Chénard was born in Summerside, Prince Edward Island, and grew up in Ottawa. She studied microbiology and immunology at McGill University, receiving her Bachelor of Science in 2001 and PhD in 2007.

==Career==

She has been described as "one of Canada’s most experienced female referees".

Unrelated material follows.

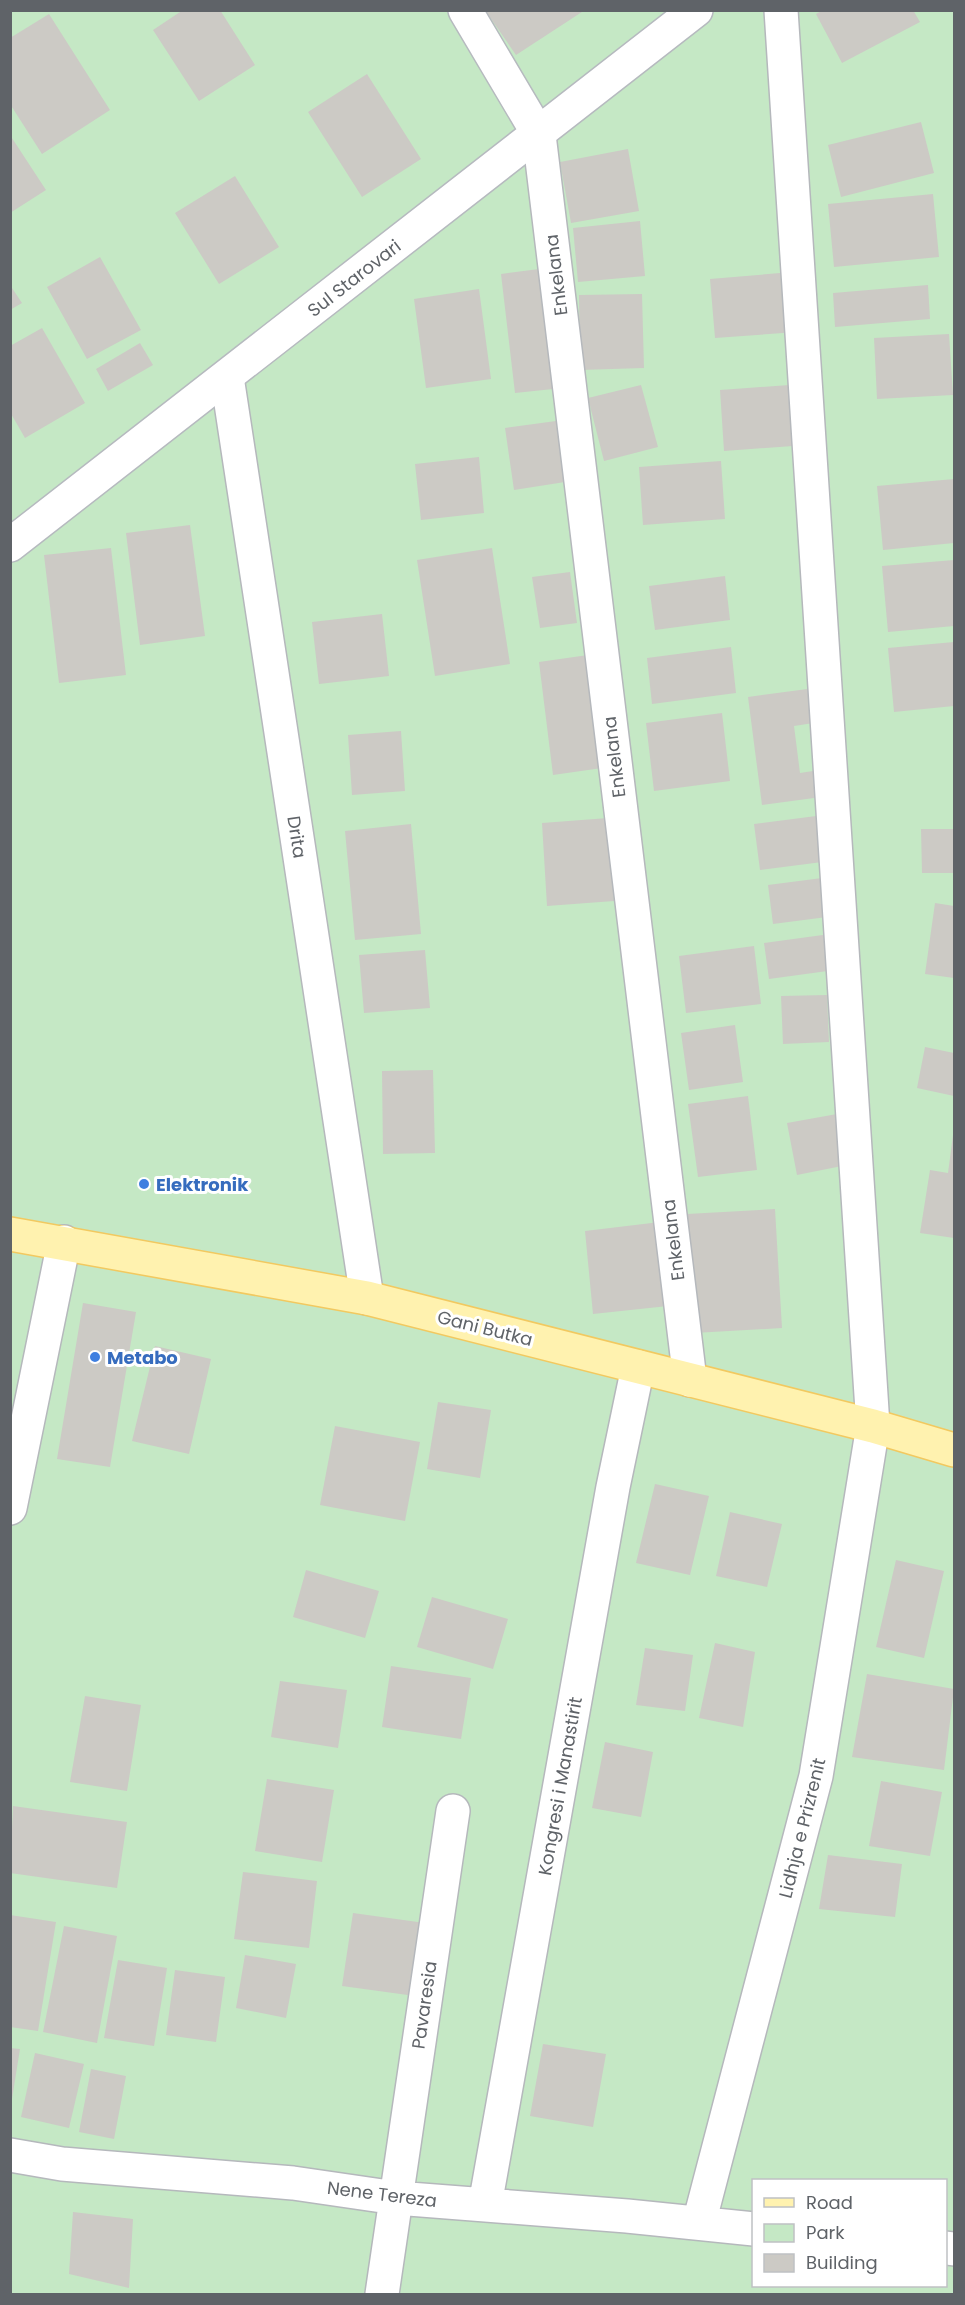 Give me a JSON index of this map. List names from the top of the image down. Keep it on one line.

On October 13, 2020, she announced her national and international retirement. She later returned as a video match official in 2021 and remained on the FIFA panel until 2023.

===Honors===

Source:

- Quebec Soccer Federation (QSF) Elite Referee, 2004
- QSF Referee of Excellence, 2005, 2006, 2007
- Ray Morgan Memorial Award, 2009, 2017
- International Achievement Award, 2016
- CONCACAF Female Referee of the Year, 2016

===Notable appointments===

Source:

- FIFA List, Referee, 2006–2020
- FIFA Panel, Video Match Official, 2021-2023
- Canada Soccer List, Referee, 2005-2020
- 2004 Jubilee Trophy Final, Assistant Referee
- 2005 Jubilee Trophy Final, Referee
- 2006 USL W-League Final
- 2011 and 2015 FIFA Women’s World Cup, Referee
- 2012 and 2016 Olympic Games, Referee
- 2017 FIFA U-17 World Cup, Referee
- 2018 CONCACAF Women's U-20 Championship, Referee,
- 2018 FIFA U-20 Women's World Cup, Referee
- 2019 Women's World Cup
- 2022 CONCACAF Women's Championship, VAR
- 2022 FIFA U-17 Women's World Cup, VAR
- 2023 FIFA Women's World Cup, VAR and AVAR
- 2023 FIFA Women's World Cup final, Standby VAR
- 2025 MLS Cup, VAR

==Notes==
Note 1. Withdrew shortly before the competition following a diagnosis of breast cancer.